Coresets for Kernel Clustering

Shaofeng H.-C. Jiang,Robert Krauthgamer,Jianing Lou,Yubo Zhang
2024-04-06
Abstract:We devise coresets for kernel $k$-Means with a general kernel, and use them to obtain new, more efficient, algorithms. Kernel $k$-Means has superior clustering capability compared to classical $k$-Means, particularly when clusters are non-linearly separable, but it also introduces significant computational challenges. We address this computational issue by constructing a coreset, which is a reduced dataset that accurately preserves the clustering costs.
Computer Science
What problem does this paper attempt to address?

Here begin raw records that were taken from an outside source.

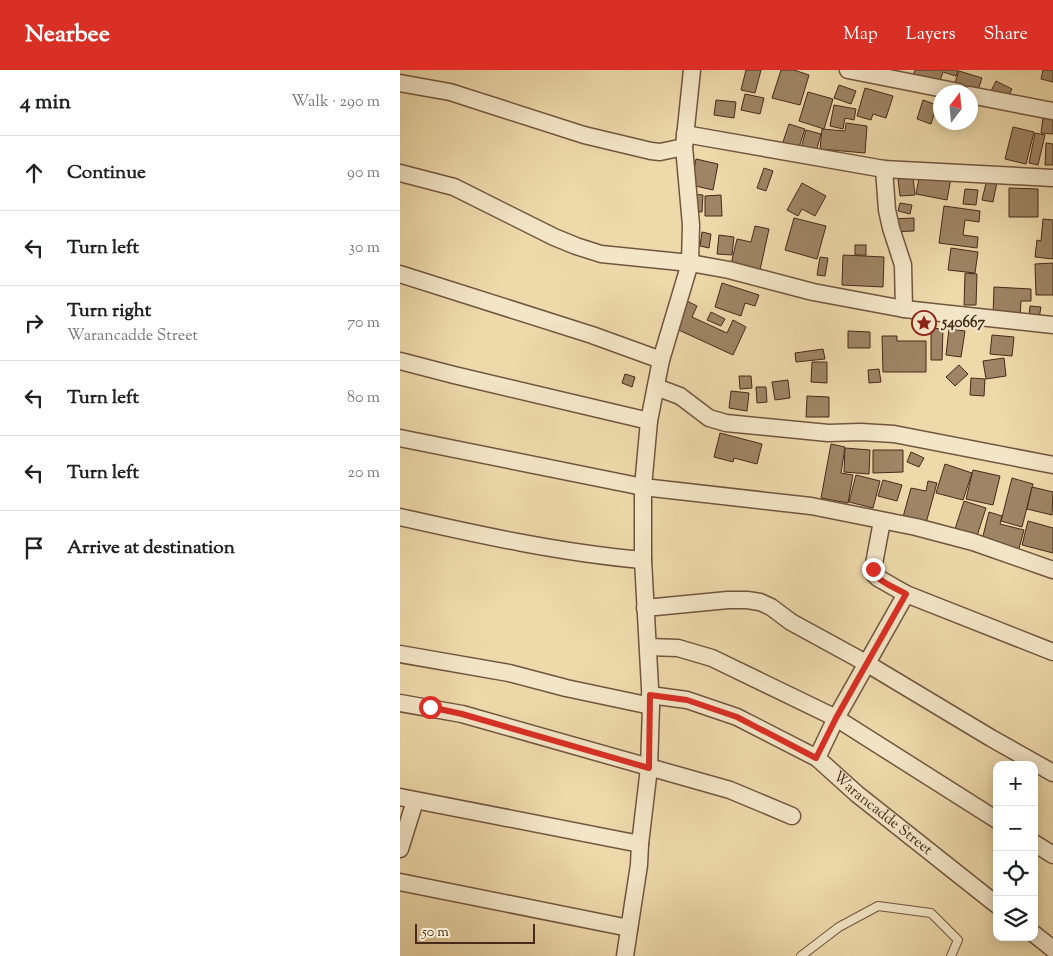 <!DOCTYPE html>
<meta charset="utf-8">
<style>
:root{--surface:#fff;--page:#f2f2f2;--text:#202124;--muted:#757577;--line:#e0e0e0;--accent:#d93025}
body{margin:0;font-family:"Sorts Mill Goudy",serif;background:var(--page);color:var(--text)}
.controls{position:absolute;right:15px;bottom:15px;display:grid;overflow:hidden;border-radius:10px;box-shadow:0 2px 12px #0003}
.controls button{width:45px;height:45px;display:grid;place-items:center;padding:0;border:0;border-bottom:1px solid var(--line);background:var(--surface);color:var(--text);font:25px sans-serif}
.compass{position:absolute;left:533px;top:15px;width:45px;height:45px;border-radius:50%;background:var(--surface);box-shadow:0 2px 12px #0003;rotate:16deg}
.scale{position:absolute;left:15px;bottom:12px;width:120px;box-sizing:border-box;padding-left:5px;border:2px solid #48291a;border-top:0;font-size:14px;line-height:18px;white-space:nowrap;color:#48291a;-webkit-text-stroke:4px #f3e6c8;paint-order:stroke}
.stop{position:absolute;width:15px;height:15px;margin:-11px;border:4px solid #d93025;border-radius:50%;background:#fff}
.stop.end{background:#d93025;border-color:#fff;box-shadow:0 1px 5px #0008}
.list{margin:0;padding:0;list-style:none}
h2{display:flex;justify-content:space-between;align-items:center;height:65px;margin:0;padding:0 20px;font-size:21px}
h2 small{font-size:16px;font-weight:400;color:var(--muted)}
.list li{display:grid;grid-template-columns:32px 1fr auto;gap:15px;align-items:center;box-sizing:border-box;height:75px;padding:0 20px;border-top:1px solid var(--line)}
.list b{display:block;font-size:19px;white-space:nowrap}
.list p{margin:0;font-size:16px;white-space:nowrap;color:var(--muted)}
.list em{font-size:16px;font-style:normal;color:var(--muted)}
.icon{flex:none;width:28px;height:28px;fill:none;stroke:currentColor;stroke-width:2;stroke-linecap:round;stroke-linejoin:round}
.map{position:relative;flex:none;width:653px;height:886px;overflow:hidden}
header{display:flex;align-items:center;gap:30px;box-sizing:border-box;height:70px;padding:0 25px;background:var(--accent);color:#fff}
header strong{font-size:24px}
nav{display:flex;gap:28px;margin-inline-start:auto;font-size:18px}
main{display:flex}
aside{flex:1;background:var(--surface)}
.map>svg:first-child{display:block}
</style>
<header>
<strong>Nearbee</strong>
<nav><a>Map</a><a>Layers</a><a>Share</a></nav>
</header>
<main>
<aside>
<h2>4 min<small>Walk · 290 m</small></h2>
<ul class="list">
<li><svg class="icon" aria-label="ahead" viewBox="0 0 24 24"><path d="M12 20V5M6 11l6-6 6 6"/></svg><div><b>Continue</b></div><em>90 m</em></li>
<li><svg class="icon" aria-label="left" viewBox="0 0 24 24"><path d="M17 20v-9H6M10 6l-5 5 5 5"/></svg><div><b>Turn left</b></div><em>30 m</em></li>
<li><svg class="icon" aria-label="right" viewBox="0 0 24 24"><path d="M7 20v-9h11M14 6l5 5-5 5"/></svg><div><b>Turn right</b><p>Warancadde Street</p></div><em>70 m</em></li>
<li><svg class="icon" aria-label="left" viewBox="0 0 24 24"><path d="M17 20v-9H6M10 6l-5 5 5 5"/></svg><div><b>Turn left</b></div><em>80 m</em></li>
<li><svg class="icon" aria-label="left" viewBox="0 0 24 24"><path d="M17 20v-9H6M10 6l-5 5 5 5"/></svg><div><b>Turn left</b></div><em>20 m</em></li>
<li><svg class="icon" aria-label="arrive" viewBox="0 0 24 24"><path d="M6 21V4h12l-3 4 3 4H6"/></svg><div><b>Arrive at destination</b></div></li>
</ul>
</aside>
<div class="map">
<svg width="653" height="886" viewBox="0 0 653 886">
<rect width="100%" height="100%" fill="#edd9aa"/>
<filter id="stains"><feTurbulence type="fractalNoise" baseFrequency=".004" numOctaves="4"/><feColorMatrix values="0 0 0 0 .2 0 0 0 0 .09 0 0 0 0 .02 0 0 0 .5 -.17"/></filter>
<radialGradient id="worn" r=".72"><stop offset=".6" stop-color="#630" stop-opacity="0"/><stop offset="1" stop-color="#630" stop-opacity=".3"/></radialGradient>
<g fill="#9e8565" stroke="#48291a">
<path d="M346,0H361L355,23L341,20Z"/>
<path d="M381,0H394L409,5L400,35L372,28Z"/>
<path d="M515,0H558L556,6L543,2L538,17L512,8Z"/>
<path d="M643,0H653V12L641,9Z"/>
<path d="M559,1L582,8L575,29L552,21Z"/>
<path d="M596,11L612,19L607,29L591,21Z"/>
<path d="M439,15L456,21L451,34L434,28Z"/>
<path d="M465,18L493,26L486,48L473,44L471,50L457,46Z"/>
<path d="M408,22L433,29L424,59L399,51Z"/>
<path d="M345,24L364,28L360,44L341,40Z"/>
<path d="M316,30L336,32L334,48L314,45Z"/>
<path d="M523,30L537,35L531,54L517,49Z"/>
<path d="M434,35L456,39L454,50L445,48L443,59L430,56Z"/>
<path d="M644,40L653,41V64L641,63Z"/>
<path d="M446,53L467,56L465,83L420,79L422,59L445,61Z"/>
<path d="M389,54L405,59L399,77L383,72Z"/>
<path d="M613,57L634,62L626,94L605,89Z"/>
<path d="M406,60L421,64L416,82L401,78Z"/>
<path d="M635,63L645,65L638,95L629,93Z"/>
<path d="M646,73L653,74V95H645Z"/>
<path d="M296,89L318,94L313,120L291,115Z"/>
<path d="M364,98L373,101L366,121L357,118Z"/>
<path d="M520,103L551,108L547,130L516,124Z"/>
<path d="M513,107L515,125L500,126L498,109Z"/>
<path d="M587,109L597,112L593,132L582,130Z"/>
<path d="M402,113L426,126L415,146L402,139L398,146L387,140Z"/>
<path d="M609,118L638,119V147H609Z"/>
<path d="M565,119L578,120L576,135L563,134Z"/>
<path d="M292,124L303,125L302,142L291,141Z"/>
<path d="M321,125L322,146H305V126Z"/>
<path d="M500,133L512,135L510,144L498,141Z"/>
<path d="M544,136L580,141L579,152L565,150L563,165L578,167L577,178L539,173Z"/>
<path d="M394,148L426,156L417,189L385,180Z"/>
<path d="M514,148V161L490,162L489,149Z"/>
<path d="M643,149L653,150V189L635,187L637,170L641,171Z"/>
<path d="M355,156L369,159L360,200L331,194L337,169L351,172Z"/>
<path d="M302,162L311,164L309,178L300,176Z"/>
<path d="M319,165L334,167L332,185L317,184Z"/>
<rect x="455" y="175" width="11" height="10"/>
<path d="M551,178L578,182L575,203L548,200Z"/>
<path d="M443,185L484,187L483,217L442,215Z"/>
<path d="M420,187L428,188L425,206L417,205Z"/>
<path d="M653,193V225H636L635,194Z"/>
<path d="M565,203L577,204L576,235H564Z"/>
<path d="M322,213L359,225L355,236L345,233L341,246L315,237Z"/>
<path d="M594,217L631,219V231H621L620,247L593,246Z"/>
<path d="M283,229L297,236L292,247L327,263L333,250L346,257L333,285L270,256Z"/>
<path d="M630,236L641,237L639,248L629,247Z"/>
<path d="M311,242L325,249L321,256L307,250Z"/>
<path d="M531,258L543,259L542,290H531Z"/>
<path d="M549,259L565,261L561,287L546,285Z"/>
<path d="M448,261L470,262V278H448Z"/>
<path d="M592,265L614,267L612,286L590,284Z"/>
<path d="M482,266H497V271H526V302H483Z"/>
<path d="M423,279L425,289L396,292L395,283Z"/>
<path d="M604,288L606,306L586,309L583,291Z"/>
<path d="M412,292H427V313L411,312Z"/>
<path d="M559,295L568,304L555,316L546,307Z"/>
<path d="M479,299L481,312L469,313L468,300Z"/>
<path d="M225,304L235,307L232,317L222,313Z"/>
<path d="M339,306H351L352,318L340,319Z"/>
<path d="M571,308L585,309L584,326L570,325Z"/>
<path d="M388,310L390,328L375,330L372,312Z"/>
<path d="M356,317H366L367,332L357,333Z"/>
<path d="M331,321L349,323L347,341L329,338Z"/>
<path d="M407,326L429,327V347H406Z"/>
<path d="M320,363L362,374L357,394L334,388L333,392L314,387Z"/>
<path d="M431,374L445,377L441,403L453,405L448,433L421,428Z"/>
<path d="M445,378L470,380L469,404L444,402Z"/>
<path d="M473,380H503V402L473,403Z"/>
<path d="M511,382L524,388L519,397L507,392Z"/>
<path d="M545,394L572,403L563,430L536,423Z"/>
<path d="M573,400L600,406L593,435L566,429Z"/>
<path d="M456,405L480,411L473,438L449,432Z"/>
<path d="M612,408L633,414L622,457L601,451Z"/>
<path d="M483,410L502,415L497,431L478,426Z"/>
<path d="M528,411L537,413L526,453L503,447L511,418L526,421Z"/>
<path d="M632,417L653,422L652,445L627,439Z"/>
<path d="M564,431L586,438L577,466L555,459Z"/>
<path d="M589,442L602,446L600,454L624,460L618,482L581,474Z"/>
<path d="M628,451L653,458V483L622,475Z"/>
</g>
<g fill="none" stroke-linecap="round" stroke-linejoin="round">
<defs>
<path id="service" d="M401,886L439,857L478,836L531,843L558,870L551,886"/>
<g id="minor">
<path d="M448,0L559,22"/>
<path d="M0,13L50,22L184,65L251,81L260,82L284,77"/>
<path d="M570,25L652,41"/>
<path d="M285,64L484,99L653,108"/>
<path d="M484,99L487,140L491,158L503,195L504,239"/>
<path d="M0,103L54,117L154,167L176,176L201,184L290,193L329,200L413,222L504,239L653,255"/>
<path d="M0,204L192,265L261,290"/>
<path d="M0,291L54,305L249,351"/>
<path d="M256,317L280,326L309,348L326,353L428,363L461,362L494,364L653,395"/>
<path d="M0,368L243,417L411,436L516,457L573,472L653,500"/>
<path d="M0,447C80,465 161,483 243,490"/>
<path d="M482,451L473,499L474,504L478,508L506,524L653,582"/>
<path d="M245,538L328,530H347L360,532L371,537L391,552L466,593L591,668L653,703"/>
<path d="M248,577L278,578L312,588L436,648L597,750"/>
<path d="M0,584L109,603L166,618L251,636"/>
<path id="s1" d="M250,625L287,630L337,647L417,688L457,724L597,835"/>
<path d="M0,633L62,644L330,720L392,746"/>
<path d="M417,688L436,648L506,524"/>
<path d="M0,727L240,774"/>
<path d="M634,773L653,785"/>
<path d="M0,779L15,731"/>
<path d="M0,812L229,858"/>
<path d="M634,864L653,879"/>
<path d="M225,886L239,795L240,774L249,698L251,636L243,490V417L249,351L261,290L290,193L291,155L284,77L292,0"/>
</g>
</defs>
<use href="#service" stroke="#71553e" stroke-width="10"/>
<use href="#minor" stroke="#71553e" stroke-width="19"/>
<use href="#service" stroke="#f3e6c8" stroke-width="8"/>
<use href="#minor" stroke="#f3e6c8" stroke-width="16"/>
</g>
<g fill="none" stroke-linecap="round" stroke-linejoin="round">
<path stroke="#d93025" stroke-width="6" d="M30,637L62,644L249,698L250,625L287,630L337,647L416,688L436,648L506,524C496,518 475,511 473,499"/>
</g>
<defs>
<symbol id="sight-ring" viewBox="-11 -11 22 22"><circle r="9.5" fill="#f3e6c8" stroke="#8f2418" stroke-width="1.5"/><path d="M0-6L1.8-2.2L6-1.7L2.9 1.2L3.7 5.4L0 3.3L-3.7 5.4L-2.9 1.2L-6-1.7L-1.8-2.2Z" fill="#8f2418"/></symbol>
</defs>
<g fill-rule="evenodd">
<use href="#sight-ring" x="510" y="239" width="28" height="28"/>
</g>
<g text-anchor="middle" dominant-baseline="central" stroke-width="4.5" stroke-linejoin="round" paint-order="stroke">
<g font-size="15" font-weight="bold" fill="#48291a" stroke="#f3e6c8" text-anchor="start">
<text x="542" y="253">540667</text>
</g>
<g font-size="15" fill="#48291a" stroke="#f3e6c8">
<text stroke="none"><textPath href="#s1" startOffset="266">Warancadde Street</textPath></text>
</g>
</g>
<rect width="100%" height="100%" filter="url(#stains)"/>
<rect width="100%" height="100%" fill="url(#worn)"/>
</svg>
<div class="controls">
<button>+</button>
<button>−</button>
<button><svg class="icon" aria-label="locate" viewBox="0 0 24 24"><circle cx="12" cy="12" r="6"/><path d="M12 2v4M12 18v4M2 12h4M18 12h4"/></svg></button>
<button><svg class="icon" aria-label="layers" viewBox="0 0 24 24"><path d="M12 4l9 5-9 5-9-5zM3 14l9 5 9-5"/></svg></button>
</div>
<svg class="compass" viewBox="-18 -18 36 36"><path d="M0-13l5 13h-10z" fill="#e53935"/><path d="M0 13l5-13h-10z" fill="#757577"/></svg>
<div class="scale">50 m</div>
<div class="stop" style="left:30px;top:637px"></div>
<div class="stop end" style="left:473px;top:499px"></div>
</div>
</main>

The focus of this paper is on the clustering problem using kernel methods, especially the computational challenges faced when applying kernel k-means. Kernel k-means has stronger clustering ability than traditional k-means when dealing with non-linearly separable datasets, but it also introduces high computational complexity. In order to address this issue, the paper proposes a "coreset" method for general kernel functions in kernel k-means. A coreset is a simplified dataset that preserves the clustering cost of the original dataset for all candidate centers with an accuracy of (1±ε). The main contribution of the paper is the design of a coreset of size poly(k/ε) for kernel k-means, which can be constructed in nearly linear time. This new coreset is not only more general than previous achievements, but also significantly improves scalability and efficiency. Additionally, the paper demonstrates how to apply this coreset to fast approximate algorithms and streaming algorithms. The experimental results show that the proposed coreset performs well on various datasets and different kernel functions, reducing the number of required points while maintaining a low error rate. By accelerating kernel k-means++ (a kernel version of k-means++), the paper further applies it to spectral clustering, achieving significant speed improvement and better asymptotic growth compared to the baseline method without using the coreset. The paper also compares its method with other techniques such as uniform sampling, dimensionality reduction methods, and other kernel-based approximate algorithms, pointing out their shortcomings in terms of coreset size, computation time, and guaranteed accuracy. Finally, the paper provides experimental results that demonstrate the efficiency and accuracy of the coreset in practical applications.